Common Dog Eye Health Problems

Dog eye health problems are common. There are a number of things that can go wrong with your dog's eyes, causing irritation, infection and vision problems. Here are some of the most common eye health problems facing your dog.

In-Growing Eyelids

Many dogs suffer from in-growing eyelids. When dogs develop in-growing eyelids, it means the eyelids have folded under that the eyelashes are rubbing against the cornea of the eye. This causes irritation and can even lead to ulceration of the eye. 

You can tell if your dog has in-growing eyelids. Pull your dog's eyelid up with your finger, then allow it to drop back into place. If the eyelid rolls under, then your dog has in-growing eyelids. Your dog will need surgery to correct this problem.


Cataracts are usually hereditary and occur mostly in older dogs. Cataracts cause the lens of your dog's eye to become cloudy and eventually opaque. Vision loss and blindness can occur. There is a corrective surgery available, which most dogs can benefit from.

Corneal Ulcer

Corneal ulcers can occur when your dog sustains an injury to the eye. In-growing eyelids can cause corneal ulcers, as can scrapes and scratches to the eye. 

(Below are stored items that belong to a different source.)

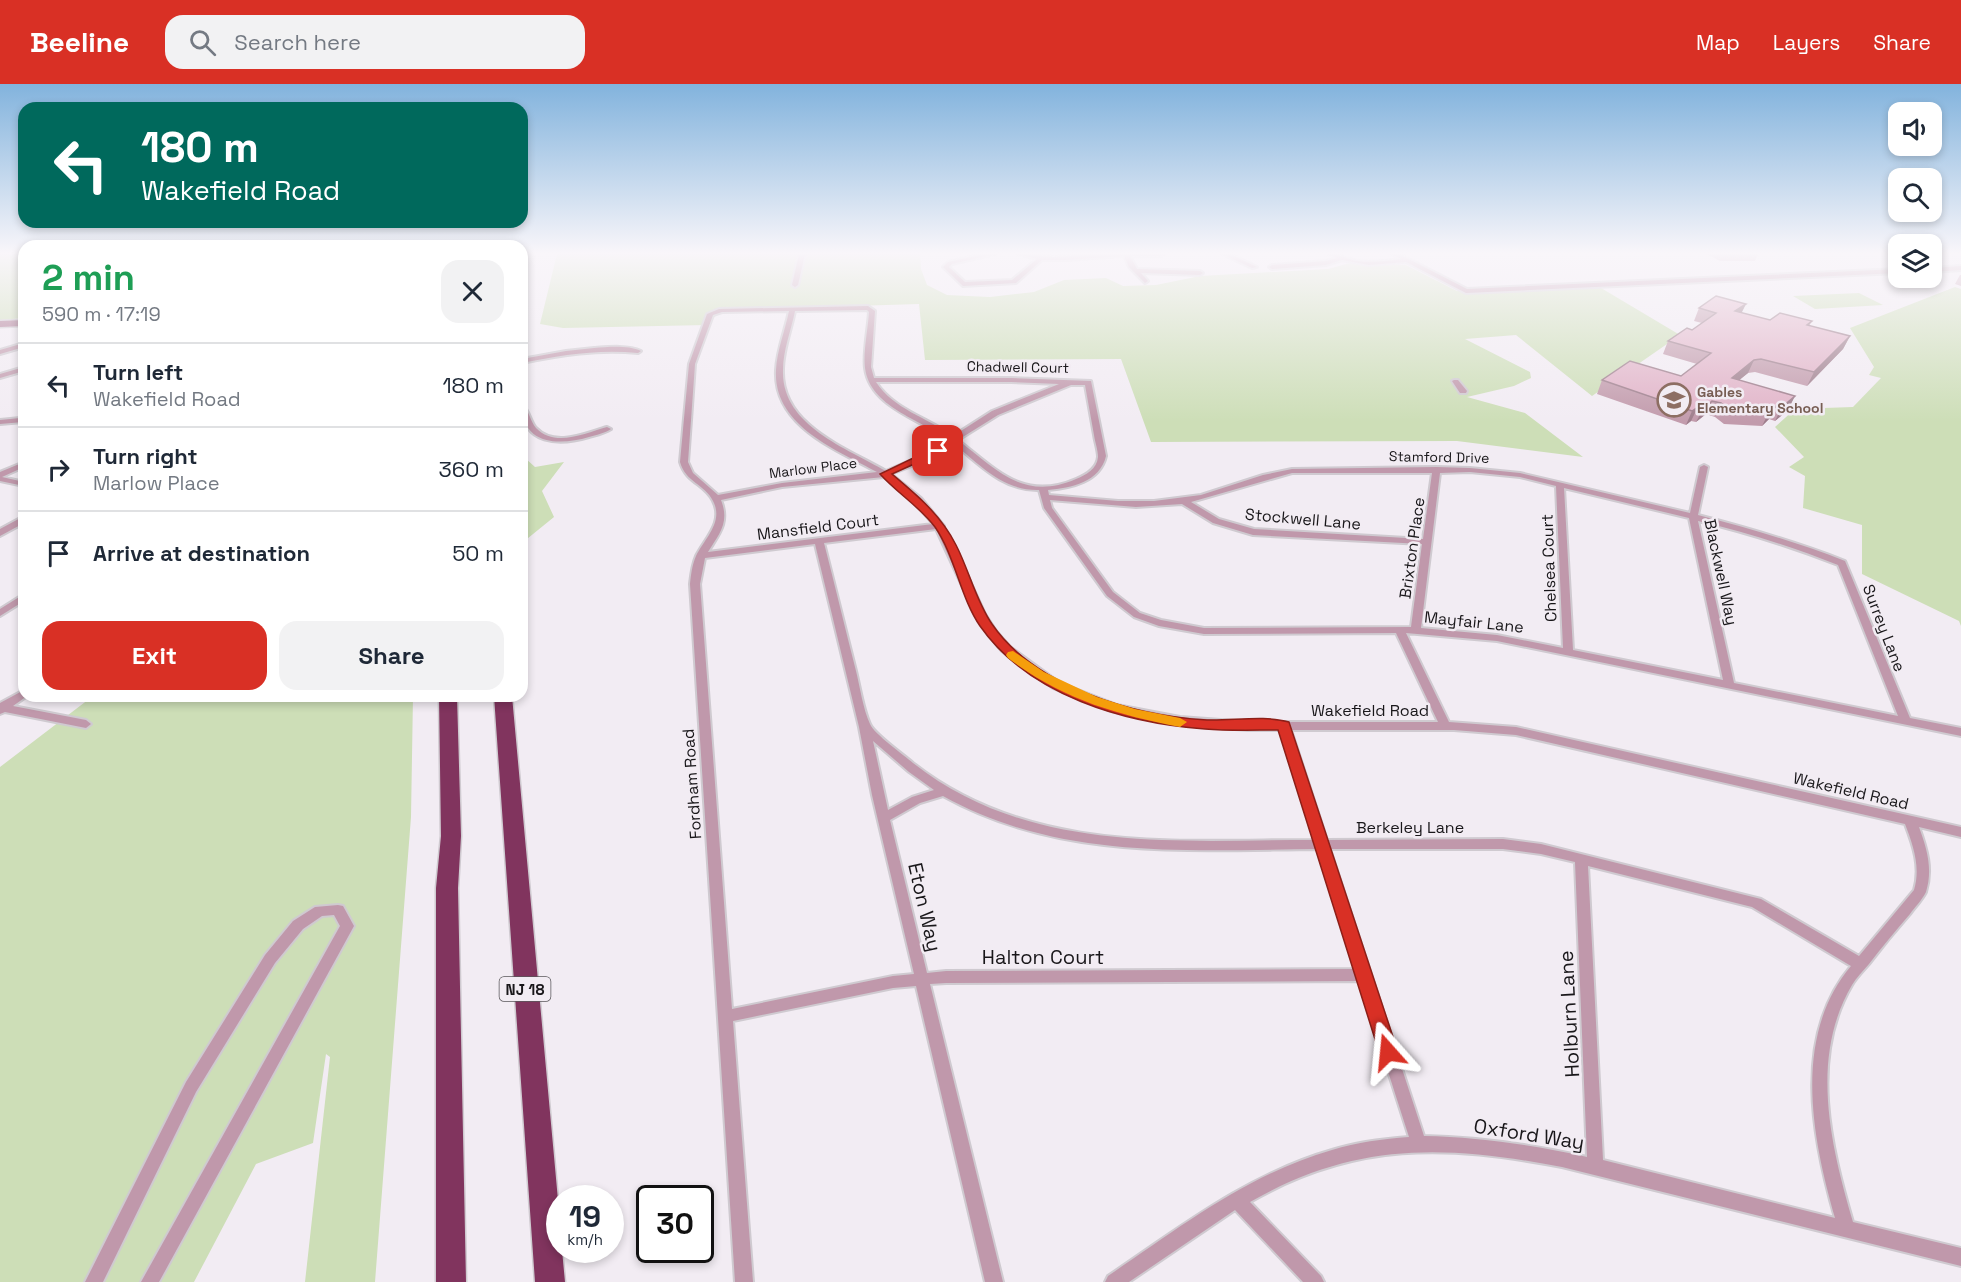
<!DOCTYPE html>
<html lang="en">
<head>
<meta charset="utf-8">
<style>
  :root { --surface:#fff; --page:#f2f2f3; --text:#1f2937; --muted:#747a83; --line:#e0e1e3; --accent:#d93025 }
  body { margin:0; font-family:"Space Grotesk",sans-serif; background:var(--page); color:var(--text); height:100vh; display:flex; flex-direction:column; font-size:22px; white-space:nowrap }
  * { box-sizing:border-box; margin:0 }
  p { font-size:20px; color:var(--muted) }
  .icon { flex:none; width:33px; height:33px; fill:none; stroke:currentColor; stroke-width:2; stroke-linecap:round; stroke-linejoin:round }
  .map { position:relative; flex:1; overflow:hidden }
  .drawer { position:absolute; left:18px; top:156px; width:510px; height:462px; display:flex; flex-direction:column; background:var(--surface); border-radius:18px; box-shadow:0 3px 9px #0003 }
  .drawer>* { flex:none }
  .guide { position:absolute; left:18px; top:18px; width:510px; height:126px; border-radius:18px; box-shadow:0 3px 9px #0003; background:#00695c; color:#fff; overflow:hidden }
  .tools { position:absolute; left:1888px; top:18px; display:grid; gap:12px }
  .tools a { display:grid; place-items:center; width:54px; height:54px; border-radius:12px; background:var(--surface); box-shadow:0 3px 9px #0003; font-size:30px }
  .speed { position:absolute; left:546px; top:1101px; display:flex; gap:12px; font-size:30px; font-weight:700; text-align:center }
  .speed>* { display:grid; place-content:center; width:78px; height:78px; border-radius:50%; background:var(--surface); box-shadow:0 3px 9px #0003; line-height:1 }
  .speed small { font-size:15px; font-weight:400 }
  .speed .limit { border:3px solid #111; border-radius:9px; background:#fff; color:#111 }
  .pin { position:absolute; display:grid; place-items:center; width:51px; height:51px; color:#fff; margin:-26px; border-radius:12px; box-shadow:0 3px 9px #0006 }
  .me { position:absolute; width:66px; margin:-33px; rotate:342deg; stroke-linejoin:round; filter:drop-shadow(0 0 4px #0008) }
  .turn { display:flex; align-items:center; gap:21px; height:126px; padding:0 24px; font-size:27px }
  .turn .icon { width:78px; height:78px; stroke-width:2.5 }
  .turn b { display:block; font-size:42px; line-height:51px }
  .round { display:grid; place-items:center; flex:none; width:63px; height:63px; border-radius:18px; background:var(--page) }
  .summary { display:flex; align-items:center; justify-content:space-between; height:102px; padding:0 24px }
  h1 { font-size:36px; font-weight:700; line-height:45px; color:#1e9e55 }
  .cta { display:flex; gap:12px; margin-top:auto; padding:12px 24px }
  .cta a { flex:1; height:69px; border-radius:18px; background:var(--accent); color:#fff; font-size:24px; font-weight:700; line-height:69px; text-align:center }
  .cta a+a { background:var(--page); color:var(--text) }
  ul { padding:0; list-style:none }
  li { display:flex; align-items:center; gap:18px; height:84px; padding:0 24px; border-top:2px solid var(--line) }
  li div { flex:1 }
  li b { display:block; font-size:22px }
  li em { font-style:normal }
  header { display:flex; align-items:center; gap:36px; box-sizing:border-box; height:84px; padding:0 30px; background:var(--accent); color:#fff }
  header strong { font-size:28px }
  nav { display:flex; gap:33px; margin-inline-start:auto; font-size:21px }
  .search { width:420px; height:54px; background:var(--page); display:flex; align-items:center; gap:15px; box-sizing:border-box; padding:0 21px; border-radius:18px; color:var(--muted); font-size:22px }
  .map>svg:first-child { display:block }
  .green { fill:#cddeb7 }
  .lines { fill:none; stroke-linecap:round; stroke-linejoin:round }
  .street-casing { stroke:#cfcad0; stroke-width:4 }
  .secondary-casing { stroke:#cfcad0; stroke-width:3 }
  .highway-casing { stroke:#cfcad0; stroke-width:3 }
  .street { fill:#c098ab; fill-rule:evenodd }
  .secondary { fill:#a66e8a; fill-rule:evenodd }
  .highway { fill:#81345e; fill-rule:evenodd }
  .wall { fill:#c29bac }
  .shaded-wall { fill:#9e7e8c }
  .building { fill:#e1b4c8; stroke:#9e7e8c; stroke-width:1.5 }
  .route { fill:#d93025; stroke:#8d1f18; stroke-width:1.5 }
  .slow { fill:#f59e0b }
  .labels { text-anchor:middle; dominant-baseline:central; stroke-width:5; stroke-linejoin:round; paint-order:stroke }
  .far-street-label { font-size:14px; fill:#19171a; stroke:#f2ecf3 }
  .far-education-label { font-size:14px; font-weight:bold; fill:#785e54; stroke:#f2ecf3; text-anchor:start }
  .shield { fill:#f2ecf3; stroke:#5a575b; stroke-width:1.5 }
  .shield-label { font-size:15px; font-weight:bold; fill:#19171a }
  .street-label { font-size:16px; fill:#19171a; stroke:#f2ecf3 }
  .near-street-label { font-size:20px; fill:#19171a; stroke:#f2ecf3 }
</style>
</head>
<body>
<header>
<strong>Beeline</strong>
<div class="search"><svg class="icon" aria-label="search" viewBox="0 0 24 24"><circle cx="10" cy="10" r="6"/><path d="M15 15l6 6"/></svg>Search here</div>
<nav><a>Map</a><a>Layers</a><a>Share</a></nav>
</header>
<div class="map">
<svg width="1961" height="1198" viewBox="0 0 1961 1198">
  <rect width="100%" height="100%" fill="#f2ecf3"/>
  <path class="green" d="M0 170H24V234L0 236Z
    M557 170H920L921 185 927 201 947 211 990 213 1034 208 1064 196 1106 194 1123 202 1156 201 1200 192 1328 185 1350 179 1406 181 1457 207 1596 201 1680 251 1592 312 1516 251 1465 255 1530 288 1531 294 1514 302 1467 313 1525 329 1583 373 1457 357 1151 358 1121 275 925 276 919 220 721 226 707 241 563 244 540 240Z
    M1955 203 1961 205V542L1959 537 1862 490V441L1803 424 1805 392 1789 383 1804 373 1775 343 1795 325 1853 323 1881 294 1869 291 1874 283 1850 244Z
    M1859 209 1883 221 1815 225 1793 212Z
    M522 366 525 374 535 383 564 378 542 407 554 433 522 459Z
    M93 612H413L411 733 375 1198H305L330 973 326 970 313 1059 256 1080 194 1198H0V683Z"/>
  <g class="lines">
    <defs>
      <path id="street" d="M799 170H805L798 201 795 203 792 201Z
        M984 170H995L952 180 949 183 965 198 1012 196 1037 175 1018 170 1054 173 1099 170H1164L1161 172H1130L1137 185 1200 187 1203 189 1200 191 1141 189 1148 197 1145 199 1129 183 1124 172 1065 176H1042L1016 199 963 202 943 183 948 178Z
        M1222 170H1230L1257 183 1252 184Z
        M1329 170C1339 170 1347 175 1357 177 1372 179 1386 177 1401 175L1392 170H1399L1467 205 1899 185V189L1466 209 1406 178 1369 181 1342 176 1326 181 1272 185 1269 183 1272 181 1326 177 1337 174Z
        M1961 182V186L1932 188V184Z
        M868 222 875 227 871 283 874 294H1011L1091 297 1106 372C1100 398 1071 404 1048 406L1049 411 1118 417H1154L1201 411 1263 391 1292 385 1436 383 1470 384 1520 389 1690 429 1700 383 1704 381 1708 383 1698 431C1748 444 1797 458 1845 477L1910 634 1961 644V652L1497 557 1406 549 1449 638 1516 643 1961 743V753L1919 743C1927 765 1933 785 1926 808 1922 816 1915 823 1910 830 1896 846 1882 863 1869 880 1863 887 1856 894 1852 901 1809 974 1831 1063 1853 1138L1961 1164V1182L1562 1083C1446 1061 1356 1057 1250 1118L1321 1192 1324 1198H1303L1235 1126 1129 1198H1105L1108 1192C1179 1144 1248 1090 1332 1066 1357 1058 1383 1055 1409 1053L1359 897 946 899 930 900 1003 1198H985L916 902 893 904 733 937 753 1198H735L690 500C691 491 692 481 696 472 705 454 724 438 713 417 705 400 686 399 680 378L689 280 707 230 719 225ZM867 226 869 228C868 245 863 268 865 284 870 323 920 335 948 356L921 372 886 387C846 364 781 341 783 286 783 266 791 247 795 227ZM789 227C785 247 777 266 776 286 773 342 837 366 877 388L782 399 718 411 693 389 688 378 695 280 713 231 722 228ZM876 298H1011L1059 300 992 327 953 352C928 334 893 325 876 298ZM1071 301H1085C1088 318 1091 334 1094 351 1095 358 1098 366 1098 373 1097 385 1086 391 1076 395 1023 418 996 385 958 356L998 331ZM953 359C979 380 1003 407 1039 406L1044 424 1107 512 1134 533 1159 542 1204 550 1396 549 1438 638H1248L1180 633 1117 621 1060 599 1010 563 996 547 985 530 958 471 943 443 944 442 921 414 891 390 927 376ZM1470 388 1520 393 1556 402 1563 564 1497 551 1421 544 1440 389ZM1292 389H1432L1423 455 1254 445 1219 435 1191 418ZM884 393 915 418 933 440 708 468C719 450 730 439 721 416L782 403ZM1564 404 1689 434 1723 596 1573 566ZM1050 416 1136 423 1182 420 1213 439 1253 451 1422 460 1411 543 1204 544 1161 536 1140 529 1113 508 1052 424ZM1698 437C1746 448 1792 463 1838 481L1898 632 1734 599ZM936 445 975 530 988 550 1002 567 1053 604 1111 627 1180 641 1248 646H1280L1315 756C1176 756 1030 771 913 679 904 671 874 650 870 640 863 625 860 603 856 587 845 544 835 502 824 459ZM815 460 859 643 872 711 914 890 893 892 732 925 700 500 705 474ZM1291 646H1454L1516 651 1905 740C1913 761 1921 783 1914 806L1859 872 1761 815 1541 760 1503 755 1327 756ZM873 657 909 688 934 706 912 713 888 726ZM943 712C1060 777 1189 766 1318 765L1356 885 946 887 927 889 890 736 920 719ZM1330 765H1503L1541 770 1575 778 1587 1073C1533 1061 1479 1053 1424 1052ZM1588 782 1752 823 1851 882C1792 952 1812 1054 1835 1134L1603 1076Z
        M24 259V263L0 270V266Z
        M594 264C608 263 628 261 641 267L638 269C598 265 561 271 522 279V275L566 267Z
        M24 283V287L0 294V290Z
        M1454 296H1458L1467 307 1466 309H1460L1452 297Z
        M522 321C529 325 530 337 536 344 555 364 585 349 607 343L611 345C605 349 596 351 589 353 559 362 522 361 522 321Z
        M20 334H23V338L0 340V336Z
        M24 378V383L2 393 24 398V402L0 397V388Z
        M24 432V439L0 452V445Z
        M24 510V517L0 532V525Z
        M24 606V612H27L13 622 86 636 91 640 86 644 5 628 0 630V619Z
        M338 821 343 822 354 842 159 1198H141L340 842 334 831 322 832 303 845 275 879 196 1008 103 1198H85L186 998 265 871 293 837 315 823Z"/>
      <path id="secondary" d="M24 236V242L0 243V237Z"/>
      <path id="highway" d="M439 612H457L461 752 458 804 466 1198H436V804L441 752Z
        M494 612H512L560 1138V1166H562L565 1198H535Z"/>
    </defs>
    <use href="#street" class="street-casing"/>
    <use href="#secondary" class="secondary-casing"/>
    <use href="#highway" class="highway-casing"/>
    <use href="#street" class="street"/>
    <use href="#secondary" class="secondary"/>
    <use href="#highway" class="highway"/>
  </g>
  <path class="wall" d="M1707 170H1758L1755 177H1720Z
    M1960 191H1961V202L1955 200Z
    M1699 224 1741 229 1770 236 1812 237 1809 242 1850 252 1843 265 1807 302 1755 288 1748 289 1739 296 1788 326 1775 337 1769 335 1762 342 1724 340 1715 333 1706 330 1696 338 1691 337 1686 341 1597 310 1602 296 1681 292 1697 280 1663 270 1668 257 1692 246 1702 239 1694 237Z"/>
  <path class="shaded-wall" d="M1746 220 1740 232 1735 227Z
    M1850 252 1843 265 1807 302 1814 288Z
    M1754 276 1748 289 1726 307 1732 294Z
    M1795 312 1788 326 1775 337 1782 323Z
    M1712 317 1706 330 1696 338 1703 325Z
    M1776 322 1769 335 1762 342 1769 328Z
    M1698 323 1691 337 1686 341 1692 327Z"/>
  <path class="building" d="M1716 212 1746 220 1735 227 1770 236 1780 229 1812 237 1807 241 1850 252 1814 288 1761 275 1754 276 1732 294 1795 312 1782 323 1776 322 1769 328 1730 327 1721 319 1712 317 1703 325 1698 323 1692 327 1602 296 1630 277 1681 292 1711 269 1668 257 1687 244 1692 246 1716 229 1699 224Z"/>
  <linearGradient id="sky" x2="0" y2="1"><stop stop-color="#82b3dd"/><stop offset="0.5" stop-color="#f9f6fa"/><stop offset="1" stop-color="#f9f6fa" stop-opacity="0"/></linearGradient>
  <rect width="1961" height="338" fill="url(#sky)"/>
  <path class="route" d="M934 364 943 367 892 390C917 411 941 431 956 461 969 486 976 517 992 540 1035 603 1135 632 1207 636 1232 637 1265 631 1289 638L1398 968 1395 974 1388 976 1381 974 1379 968 1278 646C1254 646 1229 647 1205 645 1125 639 1029 612 980 542 961 515 955 472 935 443 919 422 897 409 880 390Z"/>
  <path class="slow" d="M1013 567 1044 588 1097 613 1135 625 1180 634 1187 638 1180 643C1115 630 1062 615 1008 574L1006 571 1008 568Z"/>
  <defs>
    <symbol id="school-ring" viewBox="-11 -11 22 22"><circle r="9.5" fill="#f2ecf3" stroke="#8d6e63" stroke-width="1.5"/><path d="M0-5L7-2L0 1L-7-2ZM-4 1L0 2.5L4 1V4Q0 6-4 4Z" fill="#8d6e63"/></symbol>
  </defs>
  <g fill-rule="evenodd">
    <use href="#school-ring" x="1655" y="297" width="38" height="38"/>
  </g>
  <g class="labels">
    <g class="far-street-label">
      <text transform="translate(1018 283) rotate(1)">Chadwell Court</text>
      <text transform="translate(1439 373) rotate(1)">Stamford Drive</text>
      <text transform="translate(813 384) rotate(-7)">Marlow Place</text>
    </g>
    <g class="far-education-label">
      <text x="1697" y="308">Gables<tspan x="1697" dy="16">Elementary School</tspan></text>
    </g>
    <rect class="shield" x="499.5" y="893" width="51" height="24" rx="4.5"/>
    <g class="shield-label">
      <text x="525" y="905">NJ 18</text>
    </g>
    <g class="street-label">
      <text transform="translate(1303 435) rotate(5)">Stockwell Lane</text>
      <text transform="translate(818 443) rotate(-7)">Mansfield Court</text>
      <text transform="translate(1412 464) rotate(-82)">Brixton Place</text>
      <text transform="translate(1549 484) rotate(-92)">Chelsea Court</text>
      <text transform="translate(1721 488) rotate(78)">Blackwell Way</text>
      <text transform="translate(1474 538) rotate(6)">Mayfair Lane</text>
      <text transform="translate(1884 544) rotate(69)">Surrey Lane</text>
      <text x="1370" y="626">Wakefield Road</text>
      <text transform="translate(692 700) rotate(-94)">Fordham Road</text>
      <text transform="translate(1851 707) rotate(13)">Wakefield Road</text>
      <text x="1410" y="743">Berkeley Lane</text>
    </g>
    <g class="near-street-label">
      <text transform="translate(925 823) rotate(77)">Eton Way</text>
      <text x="1043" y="873">Halton Court</text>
      <text transform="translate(1569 930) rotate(-93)">Holburn Lane</text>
      <text transform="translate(1529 1050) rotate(9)">Oxford Way</text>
    </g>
  </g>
</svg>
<div class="tools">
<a><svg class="icon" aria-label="sound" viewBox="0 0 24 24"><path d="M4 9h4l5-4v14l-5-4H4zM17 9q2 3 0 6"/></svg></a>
<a><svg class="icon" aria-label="search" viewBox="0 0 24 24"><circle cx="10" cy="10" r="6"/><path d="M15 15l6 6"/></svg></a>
<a><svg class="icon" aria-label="layers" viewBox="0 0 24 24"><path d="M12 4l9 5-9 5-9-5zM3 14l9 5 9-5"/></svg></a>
</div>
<div class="speed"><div>19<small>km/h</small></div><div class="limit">30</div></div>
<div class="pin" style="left:938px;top:367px;background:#d93025"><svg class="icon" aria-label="arrive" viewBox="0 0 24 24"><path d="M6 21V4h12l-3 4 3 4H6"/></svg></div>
<svg class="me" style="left:1388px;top:968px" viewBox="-20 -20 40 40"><path d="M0-17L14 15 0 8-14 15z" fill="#d93025" stroke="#fff" stroke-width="4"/></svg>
<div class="guide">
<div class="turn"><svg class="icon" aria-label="left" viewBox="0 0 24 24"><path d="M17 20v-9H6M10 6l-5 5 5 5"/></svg><div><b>180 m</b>Wakefield Road</div></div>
</div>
<section class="drawer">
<div class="summary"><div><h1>2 min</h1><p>590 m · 17:19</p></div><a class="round"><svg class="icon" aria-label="close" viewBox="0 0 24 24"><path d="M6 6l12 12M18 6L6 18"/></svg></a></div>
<ul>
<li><svg class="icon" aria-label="left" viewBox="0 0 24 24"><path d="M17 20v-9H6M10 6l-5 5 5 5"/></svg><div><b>Turn left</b><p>Wakefield Road</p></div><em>180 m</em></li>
<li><svg class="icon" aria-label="right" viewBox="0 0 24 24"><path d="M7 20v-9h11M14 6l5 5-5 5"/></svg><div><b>Turn right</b><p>Marlow Place</p></div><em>360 m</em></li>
<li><svg class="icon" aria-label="arrive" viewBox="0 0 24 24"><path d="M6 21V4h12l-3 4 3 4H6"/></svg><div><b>Arrive at destination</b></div><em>50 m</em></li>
</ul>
<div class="cta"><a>Exit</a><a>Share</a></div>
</section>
</div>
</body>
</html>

It can be difficult to tell when your dog is suffering from a corneal ulcer. The cornea may appear cloudy and white, or it may seem normal. Dogs with corneal ulcers usually squint the affected eye, and the eye may express watery discharge. If the corneal ulcer becomes infected, discharge may become thick and green or yellow in color.

Dogs with corneal ulcers may rub at the affected eye. Treatment may involve medication and surgery. With treatment, most corneal ulcers heal up within a week or two, with no permanent damage to the eye.

Third Eyelid Prolapse

You may not have known that your dog has a third, smooth inner eyelid in the corner of his eye near his nose. The third eyelid usually remains in a retracted position, where it isn't noticeable. 

A number of eye health problems, however, can cause the third eyelid to prolapse, or slip out of position, and protrude from under the outer eyelid. Decreased nerve function, weakening of the muscles around the eye, or weakening of the ligaments around the eye can result in third eyelid prolapse. Tumors, cysts, dehydration, and weight loss can all change the position of the eye within the socket, allowing the third eyelid to slip out of place. 

If your dog suffers third eyelid prolapse, you'll notice a prominent membrane protruding from the inner corner of one or both eyes. The eye may water or squint. The eye itself may change in appearance or position. Treatment will vary, depending on the cause of your dog's third eyelid prolapse. 

Canine Conjunctivitis

Canine conjunctivitis, or dog pink eye, causes redness, swelling, and inflammation of the lining of the eye. The eye will itch severely and water excessively. Sensitivity to light is common, and your dog may experience depressed spirits and lethargy as well.